All I would ask of Hollywood executives who are busy looking up the phone number for Axis Animation is that you remember… making me feel something in a 45-second spot and making me feel something for a full two hours are very different skill sets, and one depends solely on manipulation and shortcuts and a heavy heavy hand, while the other requires, in the best-case scenario, a full range of abilities.

"Dead Island" might turn out to be a very good game.  It might be terrible.  But this ad really has nothing to do with that.  It is a stand-alone product, and judged just on the reaction to that, it kickstarted the conversation and did what it had to do for Techland, the Polish company developing the game.  It's just lunacy to assume it means anything beyond that.  We have reached the age where the ad is a stand-alone product, and it's strange to see how rabid people get about what is, at its heart, pure marketing.
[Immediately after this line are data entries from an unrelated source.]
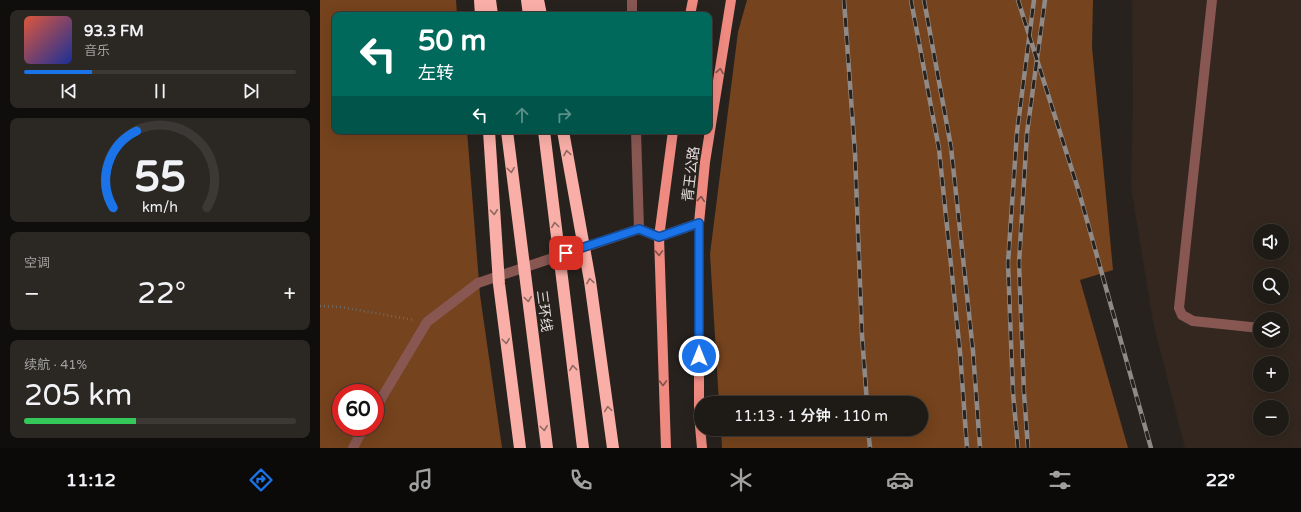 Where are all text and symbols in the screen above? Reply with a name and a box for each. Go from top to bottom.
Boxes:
text: 93.3 FM [84,22,144,40]
text: 50 m [418,24,486,58]
icon: left [352,28,404,80]
text: 音乐 [84,43,110,59]
text: 左转 [418,62,454,84]
one-way arrow [715,68,724,74]
icon: previous [58,80,80,102]
icon: pause [149,80,171,102]
icon: next [240,80,262,102]
icon: left [469,104,491,126]
icon: ahead [511,104,533,126]
icon: right [553,104,575,126]
street label: 青王公路 [679,145,703,203]
one-way arrow [563,150,571,156]
text: 55 [134,153,186,203]
one-way arrow [507,167,516,173]
one-way arrow [697,196,706,202]
text: km/h [142,199,178,216]
one-way arrow [490,209,499,215]
one-way arrow [551,222,560,228]
map controls [1253,224,1289,436]
button: sound [1253,224,1289,260]
pin [549,236,583,270]
icon: arrive [555,242,577,264]
one-way arrow [655,250,664,256]
text: 空调 [24,255,50,271]
button: search [1253,268,1289,304]
text: 22° [137,275,186,312]
one-way arrow [586,277,595,284]
text: − [24,281,40,307]
text: + [284,281,296,307]
street label: 三环线 [533,289,555,333]
one-way arrow [523,296,532,302]
button: layers [1253,312,1289,348]
position arrow [678,335,720,377]
one-way arrow [502,338,511,344]
button: + [1253,356,1289,392]
text: 续航 · 41% [24,357,87,373]
one-way arrow [569,365,578,371]
text: 205 km [24,377,132,414]
one-way arrow [659,380,668,386]
speed limit sign: 60 [332,384,384,436]
button: − [1253,400,1289,436]
one-way arrow [603,406,612,412]
text: 11:13 · 1 分钟 · 110 m [734,407,888,425]
one-way arrow [539,425,548,431]
icon: directions [247,466,275,494]
icon: music [407,466,435,494]
icon: phone [567,466,595,494]
icon: climate [727,466,755,494]
icon: car [886,466,914,494]
icon: filters [1046,466,1074,494]
text: 11:12 [66,469,116,491]
text: 22° [1206,469,1235,491] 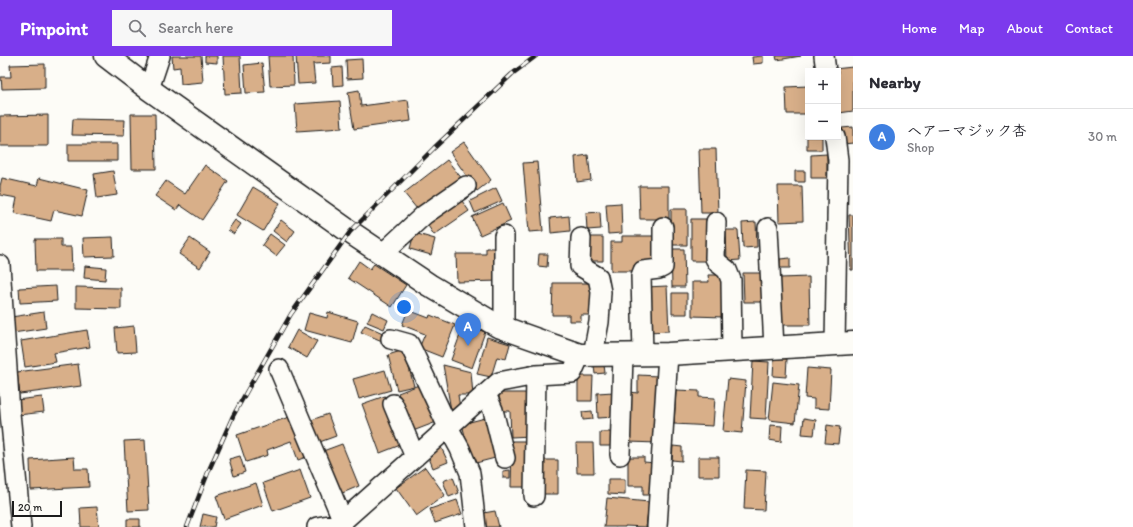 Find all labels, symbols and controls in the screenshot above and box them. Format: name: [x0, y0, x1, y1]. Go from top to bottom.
search box: [112, 10, 392, 46]
text: Pinpoint: [20, 17, 88, 40]
icon: search: [126, 17, 148, 39]
text: Search here: [158, 19, 233, 37]
text: Home: [902, 20, 937, 37]
text: Map: [959, 20, 985, 37]
text: About: [1007, 20, 1043, 37]
text: Contact: [1065, 20, 1113, 37]
map controls: [805, 68, 841, 140]
button: +: [805, 68, 841, 104]
text: Nearby: [869, 72, 921, 92]
button: −: [805, 104, 841, 140]
text: ヘアーマジック杏: [907, 122, 1027, 140]
text: A: [878, 129, 886, 144]
text: 30 m: [1088, 129, 1117, 144]
text: Shop: [907, 140, 934, 155]
your location: [394, 297, 414, 317]
pin: A: [455, 313, 481, 346]
scale bar: [12, 499, 62, 518]
text: 20 m: [18, 501, 42, 514]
And before you decide that you need to option the film rights to the game, how about actually playing it?  Don't assume that this trailer is what you'd be buying.  It just seems like Hollywood overreacting based on a moment's heat, and in the end, it sounds like the game is really just another riff on the survival horror genre we've seen a lot of in the last few years.  That trailer isn't enough to form the spine of a whole movie, and I have a feeling if someone does pony up before the game's even out, this will end up as a big fat case of buyer's remorse.

"Dead Island" will arrive on PS3, XBOX 360, PC and other formats later this year.